Sanna Marin – One of the World’s Youngest Leaders Focuses on Equality
As COVID-19 cases spike throughout the European Union amid the second wave of the pandemic, Finland’s prime minister Sanna Marin is urging Finns to do their part. Focused on maintaining Finland’s already highly effective response, she urged people to suspend all unnecessary travel and leisure-time social contacts as “a reasonable ask in a situation as serious as this,” as local Finnish jurisdictions began to witness a greater strain on medical resources.
During the COVID-19 pandemic, Marin has demonstrated steady leadership, as she has focused on the needs of the citizenry and called for greater cooperation throughout the European Union in order to address the problem in a more decisive way. In a November 2020 guest column for Politico that discussed the subject, she called for greater EU-wide systematization of the core practices shown to reduce the spread of the coronavirus: testing, contact tracing, isolation, and treatment.
Boosting Finland’s public social welfare spending
In 2019, Sanna Marin was elected as the third female prime minister of Finland, making her the world’s youngest head of government at the age of 34. She remains the world’s youngest female prime minister and the youngest national leader in the history of Finland.
Sworn in as the head of a center-left, five-party governing coalition consisting of all women—with three other party heads also in their 30s—Marin is the leader of Finland’s Social Democratic party. Immediately before she was elevated to the premiership, Marin served as the country’s transport and communications minister, a position to which she was appointed by her predecessor, Antti Rinne. She took over as prime minister after a narrow victory in her party’s voting, after Rinne resigned after the ruling coalition party expressed its lack of confidence in his management of a postal worker strike. Rinne had been Finland’s first left-leaning prime minister in two decades.
After assuming her duties, Marin remarked that she didn’t typically think about herself in terms of her youth or gender, but rather focused on the reasons why she entered public service.
The five-party coalition led by Marin built a platform centered on boosting public social welfare spending and enhancing Finland’s infrastructure. In addition, its leaders promised to help Finland achieve carbon neutrality within the next decade-and-a-half. The policies implemented by previous center-right party austerity budgets had reduced the country’s public spending by 4 billion euros and soured the attitudes of many Finns.
Invisible no more
Born in 1985 in Helsinki, Marin is the daughter of a single mother. After her parents split up, she was raised by her mother and her female partner.
Marin has noted her pride in her “rainbow family,” a public affirmation of differences that have helped similar American families to feel supported by a world leader. As late as 2015, Marin remarked publicly that she had often felt “invisible” as a child and a young woman because society often did not view her family as “real.” But these early encounters with discrimination shaped her thinking on policy, with human equality at the heart of her political philosophy.
Marin graduated from high school while living in the small city of Pirkkala. She served in roles as a bakery assistant and as a cashier. She would later become the first person in her family to obtain a university education, complete a bachelor’s degree, followed by a master’s degree in administration from the University of Tampere in 2017. In 2020, Marin married her longtime partner, with whom she had a daughter in 2018.
A strong interest in policy issues
Marin’s master’s thesis, titled “Finland: A Nation of Mayors,” reflected her country’s focus on local government and analyzed its system of the professionalization of political leadership.
The year she turned 21, she joined the Social Democratic Party. In 2012, she officially began her political career, winning a seat on the city council of Tempere when she was 27 years old. She ran in her first election for a city council position in 2008, but lost.
She became chair of the city council of Tampere, a city whose population is nearly a quarter-million, in 2013.
In 2015, Marin first ran for parliament, and after two years she became the first deputy chair of her party while retaining her seat on the Tampere city council in the 2017 elections.
At the time of her accession to the prime minister’s office, her supporters noted their confidence in her attention to policy issues and cogent thought processes.

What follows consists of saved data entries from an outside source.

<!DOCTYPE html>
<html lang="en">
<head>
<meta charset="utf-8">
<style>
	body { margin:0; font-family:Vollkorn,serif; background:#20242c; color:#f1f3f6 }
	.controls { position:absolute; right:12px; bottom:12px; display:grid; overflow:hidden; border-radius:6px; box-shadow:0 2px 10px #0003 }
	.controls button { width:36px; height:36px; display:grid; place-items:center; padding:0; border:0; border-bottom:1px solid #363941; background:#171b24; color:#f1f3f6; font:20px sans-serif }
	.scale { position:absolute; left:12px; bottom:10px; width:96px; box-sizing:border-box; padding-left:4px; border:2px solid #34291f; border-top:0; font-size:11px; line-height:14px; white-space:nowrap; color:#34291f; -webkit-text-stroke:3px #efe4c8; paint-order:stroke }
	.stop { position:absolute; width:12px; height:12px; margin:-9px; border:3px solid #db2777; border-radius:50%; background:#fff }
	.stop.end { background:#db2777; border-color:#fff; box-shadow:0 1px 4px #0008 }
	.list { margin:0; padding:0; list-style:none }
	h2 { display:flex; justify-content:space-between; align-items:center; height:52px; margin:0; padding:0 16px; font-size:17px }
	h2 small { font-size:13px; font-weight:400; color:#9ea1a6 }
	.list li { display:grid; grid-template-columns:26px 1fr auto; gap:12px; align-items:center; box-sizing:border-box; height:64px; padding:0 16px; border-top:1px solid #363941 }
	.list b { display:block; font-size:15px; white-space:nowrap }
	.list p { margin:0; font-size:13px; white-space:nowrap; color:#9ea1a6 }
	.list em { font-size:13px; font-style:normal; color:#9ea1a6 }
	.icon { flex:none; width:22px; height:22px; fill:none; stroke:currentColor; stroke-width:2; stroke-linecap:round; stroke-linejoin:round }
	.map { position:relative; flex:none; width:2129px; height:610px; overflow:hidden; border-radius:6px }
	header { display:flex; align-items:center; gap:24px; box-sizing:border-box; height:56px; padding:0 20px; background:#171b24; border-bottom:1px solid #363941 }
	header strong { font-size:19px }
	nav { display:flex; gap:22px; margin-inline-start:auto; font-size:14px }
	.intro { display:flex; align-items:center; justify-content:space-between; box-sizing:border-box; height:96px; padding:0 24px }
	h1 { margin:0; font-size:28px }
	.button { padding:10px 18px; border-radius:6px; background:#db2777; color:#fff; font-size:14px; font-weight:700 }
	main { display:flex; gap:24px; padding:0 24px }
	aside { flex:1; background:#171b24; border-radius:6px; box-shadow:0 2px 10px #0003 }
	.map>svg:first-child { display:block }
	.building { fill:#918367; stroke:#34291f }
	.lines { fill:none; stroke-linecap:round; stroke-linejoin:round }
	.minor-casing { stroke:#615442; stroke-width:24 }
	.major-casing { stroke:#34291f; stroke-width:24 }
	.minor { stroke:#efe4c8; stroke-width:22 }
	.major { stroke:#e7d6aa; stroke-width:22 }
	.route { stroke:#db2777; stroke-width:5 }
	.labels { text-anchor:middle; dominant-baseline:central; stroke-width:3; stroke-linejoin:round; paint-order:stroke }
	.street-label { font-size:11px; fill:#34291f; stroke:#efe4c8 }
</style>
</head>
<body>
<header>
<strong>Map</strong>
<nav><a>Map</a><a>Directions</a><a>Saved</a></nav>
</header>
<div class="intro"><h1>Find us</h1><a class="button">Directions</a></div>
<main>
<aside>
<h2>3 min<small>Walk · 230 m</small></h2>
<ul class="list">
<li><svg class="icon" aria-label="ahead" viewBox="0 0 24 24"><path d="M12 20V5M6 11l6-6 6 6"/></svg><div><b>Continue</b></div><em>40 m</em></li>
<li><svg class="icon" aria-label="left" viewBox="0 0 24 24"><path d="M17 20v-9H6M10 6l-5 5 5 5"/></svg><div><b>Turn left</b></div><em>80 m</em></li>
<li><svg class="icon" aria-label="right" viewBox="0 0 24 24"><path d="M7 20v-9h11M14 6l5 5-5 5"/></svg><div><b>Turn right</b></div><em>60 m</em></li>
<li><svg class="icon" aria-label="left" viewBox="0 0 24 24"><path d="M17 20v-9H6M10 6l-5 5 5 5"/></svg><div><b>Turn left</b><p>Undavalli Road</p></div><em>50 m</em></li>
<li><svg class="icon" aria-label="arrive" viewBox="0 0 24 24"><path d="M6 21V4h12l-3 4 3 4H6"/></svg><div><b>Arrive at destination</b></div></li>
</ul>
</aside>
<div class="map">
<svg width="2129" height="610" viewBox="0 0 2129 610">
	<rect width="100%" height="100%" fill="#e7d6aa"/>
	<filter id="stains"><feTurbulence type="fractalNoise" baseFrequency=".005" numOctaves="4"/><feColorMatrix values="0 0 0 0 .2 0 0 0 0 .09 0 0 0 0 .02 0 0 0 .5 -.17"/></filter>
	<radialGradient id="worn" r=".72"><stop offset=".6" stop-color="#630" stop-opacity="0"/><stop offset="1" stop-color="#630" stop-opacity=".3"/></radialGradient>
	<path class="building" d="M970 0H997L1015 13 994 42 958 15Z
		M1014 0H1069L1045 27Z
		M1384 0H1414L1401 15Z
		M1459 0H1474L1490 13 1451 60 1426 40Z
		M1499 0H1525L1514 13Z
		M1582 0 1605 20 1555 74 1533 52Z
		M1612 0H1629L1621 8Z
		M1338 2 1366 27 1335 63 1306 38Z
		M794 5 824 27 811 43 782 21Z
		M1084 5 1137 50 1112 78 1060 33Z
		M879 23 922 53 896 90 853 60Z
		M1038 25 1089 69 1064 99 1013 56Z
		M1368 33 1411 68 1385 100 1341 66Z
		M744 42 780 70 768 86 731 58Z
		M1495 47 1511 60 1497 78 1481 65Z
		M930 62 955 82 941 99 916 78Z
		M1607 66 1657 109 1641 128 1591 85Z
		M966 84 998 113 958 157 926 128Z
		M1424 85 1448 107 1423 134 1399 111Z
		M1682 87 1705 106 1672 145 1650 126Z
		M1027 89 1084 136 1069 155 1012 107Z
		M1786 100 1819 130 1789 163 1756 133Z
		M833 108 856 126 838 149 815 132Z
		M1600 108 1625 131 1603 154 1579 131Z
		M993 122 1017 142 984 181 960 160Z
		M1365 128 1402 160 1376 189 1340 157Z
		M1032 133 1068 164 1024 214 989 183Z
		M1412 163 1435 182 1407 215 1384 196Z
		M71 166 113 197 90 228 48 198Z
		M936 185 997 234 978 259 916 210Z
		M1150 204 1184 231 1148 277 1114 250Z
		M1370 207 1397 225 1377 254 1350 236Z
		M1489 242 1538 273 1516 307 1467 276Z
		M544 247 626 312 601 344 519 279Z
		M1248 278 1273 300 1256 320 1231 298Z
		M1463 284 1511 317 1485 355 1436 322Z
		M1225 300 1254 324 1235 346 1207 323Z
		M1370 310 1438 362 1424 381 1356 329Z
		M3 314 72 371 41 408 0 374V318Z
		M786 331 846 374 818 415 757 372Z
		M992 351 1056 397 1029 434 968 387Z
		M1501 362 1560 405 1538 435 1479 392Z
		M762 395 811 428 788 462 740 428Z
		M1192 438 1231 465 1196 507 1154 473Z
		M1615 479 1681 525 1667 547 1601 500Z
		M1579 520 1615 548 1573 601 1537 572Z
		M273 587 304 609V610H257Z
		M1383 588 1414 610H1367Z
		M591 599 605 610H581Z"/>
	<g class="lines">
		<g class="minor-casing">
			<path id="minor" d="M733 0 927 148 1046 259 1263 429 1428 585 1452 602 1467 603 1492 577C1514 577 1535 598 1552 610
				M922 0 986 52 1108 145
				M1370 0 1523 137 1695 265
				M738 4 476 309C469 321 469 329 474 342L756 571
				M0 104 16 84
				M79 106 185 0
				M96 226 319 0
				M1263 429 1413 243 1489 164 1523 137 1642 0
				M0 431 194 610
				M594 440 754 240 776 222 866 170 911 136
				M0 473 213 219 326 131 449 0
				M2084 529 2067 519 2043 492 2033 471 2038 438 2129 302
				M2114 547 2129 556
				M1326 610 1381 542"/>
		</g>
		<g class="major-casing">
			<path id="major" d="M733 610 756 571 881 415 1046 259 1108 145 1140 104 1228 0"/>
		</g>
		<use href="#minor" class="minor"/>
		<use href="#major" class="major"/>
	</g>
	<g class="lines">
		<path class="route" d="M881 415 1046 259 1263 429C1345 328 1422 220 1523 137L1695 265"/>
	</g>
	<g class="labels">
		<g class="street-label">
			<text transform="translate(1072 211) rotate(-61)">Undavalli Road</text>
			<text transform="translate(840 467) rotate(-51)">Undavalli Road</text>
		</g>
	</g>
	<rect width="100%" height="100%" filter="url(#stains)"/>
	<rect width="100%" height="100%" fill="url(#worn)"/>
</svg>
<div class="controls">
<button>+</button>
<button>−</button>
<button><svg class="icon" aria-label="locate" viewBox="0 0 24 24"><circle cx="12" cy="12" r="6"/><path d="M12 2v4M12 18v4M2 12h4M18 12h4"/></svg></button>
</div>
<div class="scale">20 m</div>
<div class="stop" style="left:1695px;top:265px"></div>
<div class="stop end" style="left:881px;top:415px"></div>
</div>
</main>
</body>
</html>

A focus on human rights and democracy
Marin and her coalition have voiced strong support for the rights of transgender people and hope to reform legislation to support the ability of transgender Finns to legally self-identify. The existing Trans Act includes measures that require trans people to endure a series of mental health diagnostics and to allow themselves to be sterilized before they can receive legal recognition of their self-identified gender. The European Court of Human Rights, the World Health Organization, and other international authorities have put their support strongly behind the repeal of any legislation forcing sterilization or denying the human rights of trans people.
As a staunch defender of democracy, Marin has also publicly stated one of her biggest fears: that the health and safety closures that governments have taken to curb the coronavirus pandemic will be mischaracterized by populist demagogues throughout the EU to gain political power. Populists worldwide have seized on the technique of blaming economic and job losses on democratic governments’ pandemic-related measures when in reality, as voiced by Marin and numerous other democratic leaders, there can be no economic recovery without taking control of the virus. Therefore, she has pointed out, it is all the more important for the nations of the EU to stand together to quickly and efficiently get the pandemic under control.